Chip Somodevilla/Getty

On Friday morning, Axios’s Mike Allen argued that President Trump was stuck in the mud. The conflicts that define his presidency in February of 2018—fights over issues like trade, fights between staff members, the unending fight with the media—were all present exactly a year ago, in the early days of his presidency. “February 2018 is no different than February 2017,” Allen wrote.

Judging by the 77-minute speech that Trump gave at CPAC on Friday, it’s no different than February of 2016 either. Supporters chanted, “Lock her up.” Trump read from “The Snake,” and promised to build a wall. He re-litigated his feud with John McCain. He railed against the “crooked candidate” he ran against in 2016 and the “crooked media” that has been his primary foil. When he finally ended his speech, his 2016 campaign anthem, the Rolling Stones’ “You Can’t Always Get What You Want,” blared from the speakers.

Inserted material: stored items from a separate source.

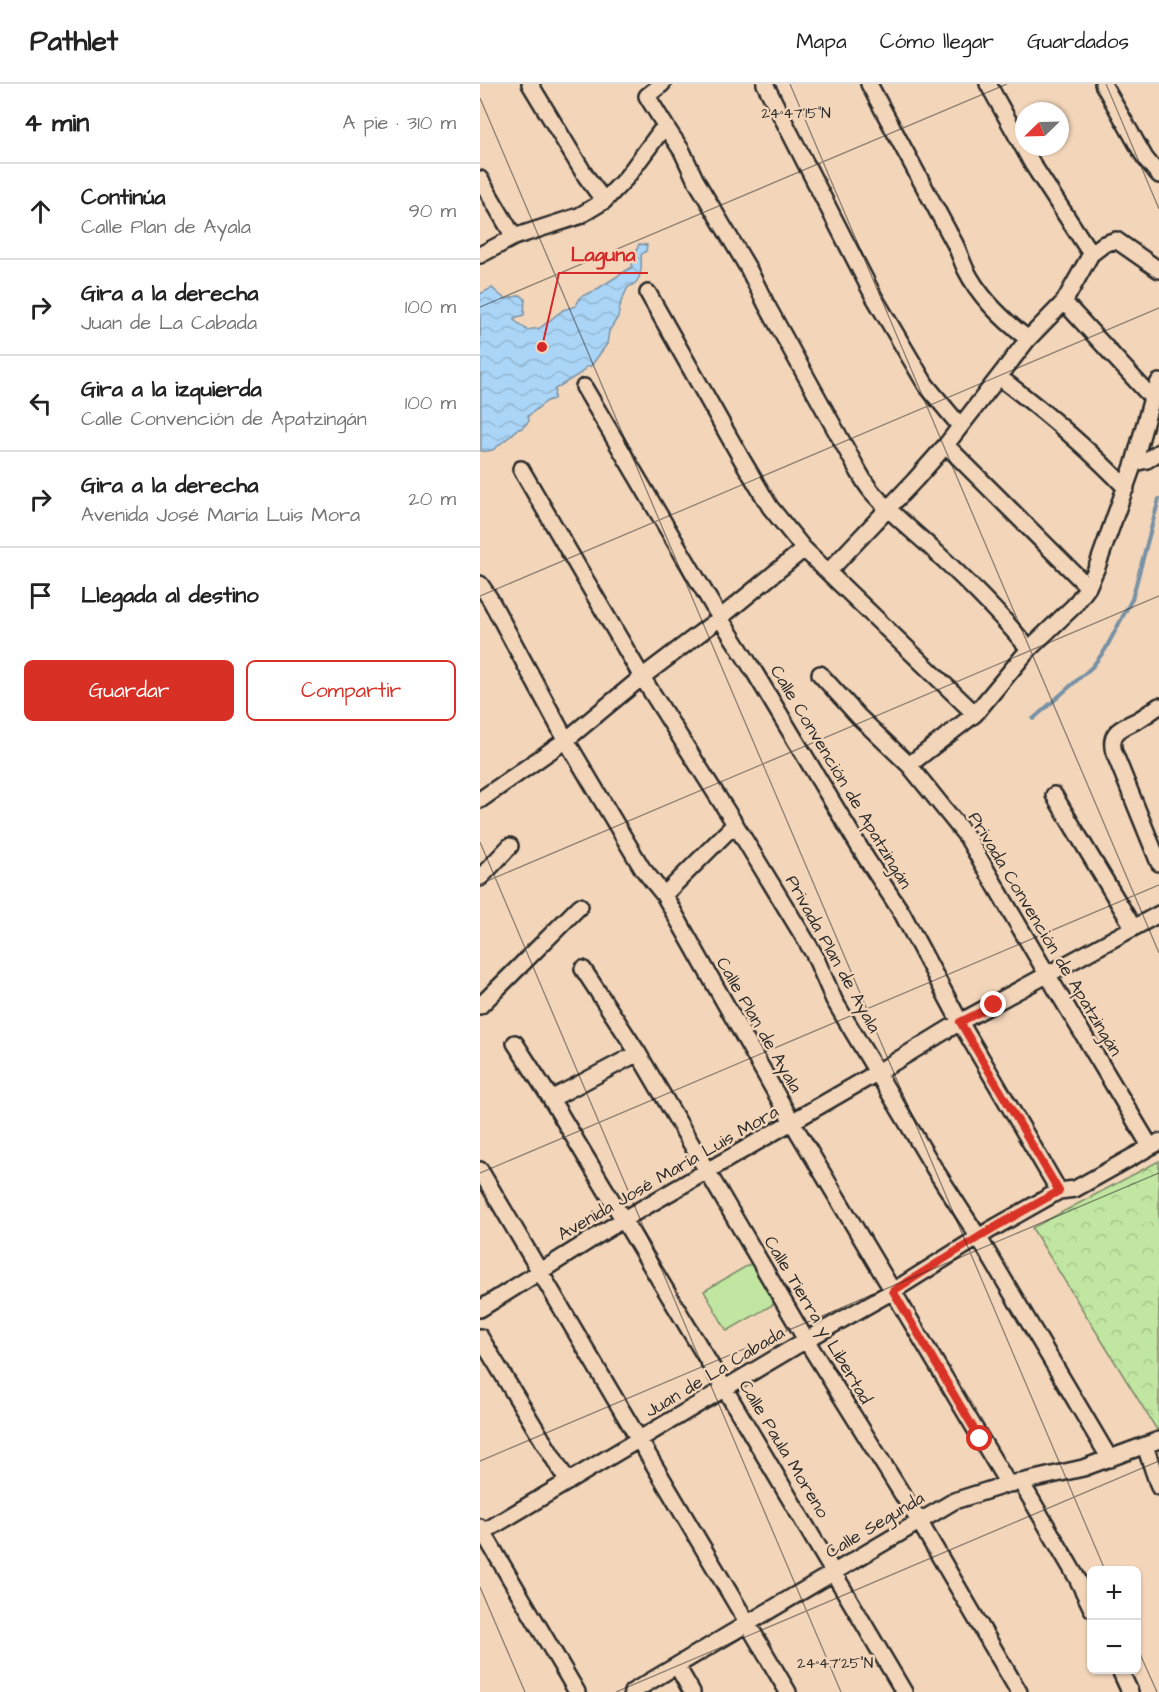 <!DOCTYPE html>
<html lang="es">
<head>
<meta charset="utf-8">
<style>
  body { margin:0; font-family:"Architects Daughter",sans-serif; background:#f2f2f2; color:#222 }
  .controls { position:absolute; right:18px; bottom:18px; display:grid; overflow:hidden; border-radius:9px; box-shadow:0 2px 4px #0004 }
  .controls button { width:54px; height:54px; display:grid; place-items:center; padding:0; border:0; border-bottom:2px solid #e0e0e0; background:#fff; color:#222; font:30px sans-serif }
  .compass { position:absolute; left:535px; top:18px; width:54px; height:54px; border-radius:50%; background:#fff; box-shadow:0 2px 4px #0004; rotate:247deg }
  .stop { position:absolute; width:18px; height:18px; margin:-14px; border:4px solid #d93025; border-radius:50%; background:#fff }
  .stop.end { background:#d93025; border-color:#fff; box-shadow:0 2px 6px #0008 }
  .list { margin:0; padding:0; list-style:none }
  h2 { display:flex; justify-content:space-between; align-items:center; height:78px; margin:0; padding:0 24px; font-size:26px }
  h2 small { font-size:20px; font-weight:400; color:#767676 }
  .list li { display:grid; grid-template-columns:39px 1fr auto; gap:18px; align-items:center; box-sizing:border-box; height:96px; padding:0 24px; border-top:2px solid #e0e0e0 }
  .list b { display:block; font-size:22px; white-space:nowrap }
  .list p { margin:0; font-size:20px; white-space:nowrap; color:#767676 }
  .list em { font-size:20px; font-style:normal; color:#767676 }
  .actions { display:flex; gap:12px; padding:18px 24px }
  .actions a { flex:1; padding:14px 0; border:2px solid #d93025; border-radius:9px; text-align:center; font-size:21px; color:#d93025 }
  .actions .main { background:#d93025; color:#fff }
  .icon { flex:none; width:33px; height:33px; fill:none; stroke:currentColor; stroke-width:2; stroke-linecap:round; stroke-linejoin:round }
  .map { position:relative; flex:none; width:679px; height:1608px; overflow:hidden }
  header { display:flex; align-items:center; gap:36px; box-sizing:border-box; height:84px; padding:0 30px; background:#fff; border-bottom:2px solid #e0e0e0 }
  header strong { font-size:28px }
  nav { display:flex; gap:33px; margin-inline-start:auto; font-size:21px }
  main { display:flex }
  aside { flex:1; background:#fff }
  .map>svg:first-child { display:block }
</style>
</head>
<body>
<header>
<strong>Pathlet</strong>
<nav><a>Mapa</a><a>Cómo llegar</a><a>Guardados</a></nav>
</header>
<main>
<aside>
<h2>4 min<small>A pie · 310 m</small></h2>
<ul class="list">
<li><svg class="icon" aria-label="ahead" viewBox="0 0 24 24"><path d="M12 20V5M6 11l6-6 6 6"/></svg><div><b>Continúa</b><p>Calle Plan de Ayala</p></div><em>90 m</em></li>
<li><svg class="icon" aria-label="right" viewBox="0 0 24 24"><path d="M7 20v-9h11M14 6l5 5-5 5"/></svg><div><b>Gira a la derecha</b><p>Juan de La Cabada</p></div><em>100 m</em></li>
<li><svg class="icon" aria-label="left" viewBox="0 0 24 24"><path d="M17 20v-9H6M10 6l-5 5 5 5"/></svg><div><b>Gira a la izquierda</b><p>Calle Convención de Apatzingán</p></div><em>100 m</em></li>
<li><svg class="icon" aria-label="right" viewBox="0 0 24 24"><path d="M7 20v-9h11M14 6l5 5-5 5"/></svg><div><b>Gira a la derecha</b><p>Avenida José María Luis Mora</p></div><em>20 m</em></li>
<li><svg class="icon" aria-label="arrive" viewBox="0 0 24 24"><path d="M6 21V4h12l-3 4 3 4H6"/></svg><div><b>Llegada al destino</b></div></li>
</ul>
<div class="actions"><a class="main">Guardar</a><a>Compartir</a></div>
</aside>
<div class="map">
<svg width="679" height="1608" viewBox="0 0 679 1608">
  <defs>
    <pattern id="park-crowns" width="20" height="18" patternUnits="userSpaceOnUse" patternTransform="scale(1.5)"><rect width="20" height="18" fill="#c1e6a1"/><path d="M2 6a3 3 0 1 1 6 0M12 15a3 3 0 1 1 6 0" fill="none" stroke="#a6c58b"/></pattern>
    <pattern id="water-waves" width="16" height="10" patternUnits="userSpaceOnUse" patternTransform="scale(1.5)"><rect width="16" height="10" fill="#abd5f6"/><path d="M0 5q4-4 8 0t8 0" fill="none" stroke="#93b7d3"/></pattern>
  </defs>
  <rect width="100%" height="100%" fill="#f3d6ba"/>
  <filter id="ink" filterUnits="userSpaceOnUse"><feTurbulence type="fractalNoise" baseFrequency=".0167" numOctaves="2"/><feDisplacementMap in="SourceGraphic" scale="12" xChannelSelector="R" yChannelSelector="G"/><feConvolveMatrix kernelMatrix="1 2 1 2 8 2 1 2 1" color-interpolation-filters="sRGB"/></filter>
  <g filter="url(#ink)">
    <path fill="url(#park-crowns)" stroke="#768866" stroke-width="1.5" d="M679,1077V1345L677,1346L552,1144Z"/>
    <path fill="#c1e6a1" stroke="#768866" stroke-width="1.5" d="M277,1176L301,1216L247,1247L224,1207Z"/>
    <path fill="url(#water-waves)" stroke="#7891a5" stroke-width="1.5" d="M159,160L167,161L166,167L161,171C162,184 162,199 148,203L141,218L138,233L129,247L127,260L111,282L106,283L101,289L75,305L74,315L67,317L48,332L49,337L42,344L36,346C32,352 30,352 24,357C15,364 15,368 1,367L0,210L12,204L20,211L26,215L41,211L45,215L44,231L34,234V236L47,246L60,244L83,226L96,222L100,213L114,207L152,183V178Z"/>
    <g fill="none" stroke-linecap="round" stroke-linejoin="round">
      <path stroke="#7891a5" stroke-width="4" d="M553,635L612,583L625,566L652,515L679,415"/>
      <g stroke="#2b2b2b" stroke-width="20">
        <path id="street" d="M50,0L105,91L124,117
          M182,0L167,12L186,43
          M285,0L394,213L446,301L480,342
          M389,0L475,160C479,168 482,178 486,186C500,214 523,236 548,255
          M508,0L553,81L611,170
          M623,0L665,74L679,91
          M0,95L34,153
          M0,171L34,153L99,132L124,117L146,94L180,48L186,43L202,67L215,95L268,184L286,220L375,381C380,390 385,400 392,408C412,431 437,450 459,471C491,501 522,532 549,565
          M168,209L261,374L290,423L324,465L495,630
          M584,218L672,314
          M519,293C564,327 607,363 646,404
          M104,303L240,534L275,589L386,774L422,829L480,938L579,1107
          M466,361L608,503
          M654,379L667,376L679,368
          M41,385L162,593L255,740L334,870L354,916L454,1084L499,1154L630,1375
          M349,487L435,396L466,361L548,255L584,218L611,170L624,160L636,156L679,186
          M0,500L10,515L86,656L162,784L184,811L312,1038L528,1400
          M340,590L379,633L429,681L487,753L567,890L670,1062
          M679,622C672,627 665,632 658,636C643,644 628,647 634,668L679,779
          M429,681L495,630L549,565L594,522L608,503L617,483L654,379L672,314L679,298
          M574,711L653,843
          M0,716L86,656L162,593L240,534L324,465
          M0,794L30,762
          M184,811L255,740
          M103,885L158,969L326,1256L439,1437L539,1608
          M0,922L100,822
          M35,959L71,1015L245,1305L424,1608
          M71,1015L158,969
          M0,1086L308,1608
          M0,1225L144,1135L398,988L480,938L679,830
          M0,1253L88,1398
          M665,1362L679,1403
          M541,1398L597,1494L612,1525
          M0,1443L97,1608
          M0,1450L326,1256L413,1207L510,1146L579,1107L595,1105L679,1058
          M197,1582L212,1608
          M640,1586L650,1608
          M152,1608L474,1417L528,1400L541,1398L603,1384L679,1356"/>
      </g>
      <use href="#street" stroke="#f3d6ba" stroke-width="15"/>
    </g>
  </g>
  <g fill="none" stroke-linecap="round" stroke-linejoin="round" filter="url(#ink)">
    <path stroke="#d93025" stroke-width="8" d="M500,1355L413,1207L510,1146L579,1107L480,938L514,921"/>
  </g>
  <path fill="none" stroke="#2b2b2b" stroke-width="1.5" stroke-opacity="0.45" d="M310,0L679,869M626,0L679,125M0,14L625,1486M0,223L527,0M0,512L679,224M0,758L361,1608M0,800L679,512M0,1089L679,801M0,1377L679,1089M0,1503L45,1608M656,1561L677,1608M136,1608L679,1377"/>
  <g text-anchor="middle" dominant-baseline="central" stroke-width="5" stroke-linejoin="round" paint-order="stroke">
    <g font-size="18" fill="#2b2b2b" stroke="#f3d6ba">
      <text transform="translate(361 693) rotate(59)">Calle Convención de Apatzingán</text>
      <text transform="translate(565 850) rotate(59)">Privada Convención de Apatzingán</text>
      <text transform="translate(353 870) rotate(61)">Privada Plan de Ayala</text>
      <text transform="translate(279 941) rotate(60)">Calle Plan de Ayala</text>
      <text transform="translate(188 1089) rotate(-30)">Avenida José María Luis Mora</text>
      <text transform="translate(338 1236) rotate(59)">Calle Tierra y Libertad</text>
      <text transform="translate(235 1288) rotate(-31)">Juan de La Cabada</text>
      <text transform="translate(304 1365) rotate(59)">Calle Paula Moreno</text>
      <text transform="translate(395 1441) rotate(-31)">Calle Segunda</text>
    </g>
  </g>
  <g font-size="15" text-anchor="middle" fill="#2b2b2b" stroke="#f3d6ba" stroke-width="5" stroke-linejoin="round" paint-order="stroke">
    <text x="316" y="34">24°47'15"N</text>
    <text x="355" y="1584">24°47'25"N</text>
  </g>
  <path fill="none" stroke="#d62828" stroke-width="2" d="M62 263L79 189H168"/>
  <circle fill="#d62828" stroke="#f3d6ba" stroke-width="2" cx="62" cy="263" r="6"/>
  <g font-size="20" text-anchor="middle" font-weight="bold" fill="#d62828" stroke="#f3d6ba" stroke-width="5" stroke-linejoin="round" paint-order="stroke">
    <text x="123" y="177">Laguna</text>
  </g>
</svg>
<div class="controls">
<button>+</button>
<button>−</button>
</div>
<svg class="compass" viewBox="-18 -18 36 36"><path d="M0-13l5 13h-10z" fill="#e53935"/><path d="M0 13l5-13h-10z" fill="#767676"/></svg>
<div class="stop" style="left:500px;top:1355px"></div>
<div class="stop end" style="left:514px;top:921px"></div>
</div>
</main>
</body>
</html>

There were some new additions, of course. In response to the school shooting in Parkland, Florida, Trump demanded that the government arm teachers and turn schools into fortresses to curb gun violence. “When we declare our schools to be gun-free zones, it just puts our students in far more danger,” Trump said. If school staff members in Parkland were armed, he said, “a teacher would’ve shot the hell out of [the shooter] before he even knew what happened.”

But for the most part, Trump was comfortably in campaign mode—ranting about Democrats, ranting about the Second Amendment, ranting about Hillary Clinton, ranting about the media. The main difference was that Trump is now touting the message he will use as he heads into 2020: that he has kept his promises.

Well, in classic Trump fashion keeping promises isn’t enough. Instead, Trump told the crowd that he had become the first president to ever fulfill more promises than he made, whatever that means. This beggars belief, given that Trump has broken a great deal of promises—according to Politifact he’s fulfilled only 9 percent of the pledges he made on the campaign trail in 2016. But this will be the message Trump carries into 2020: “All I’ve done is keep my promises.”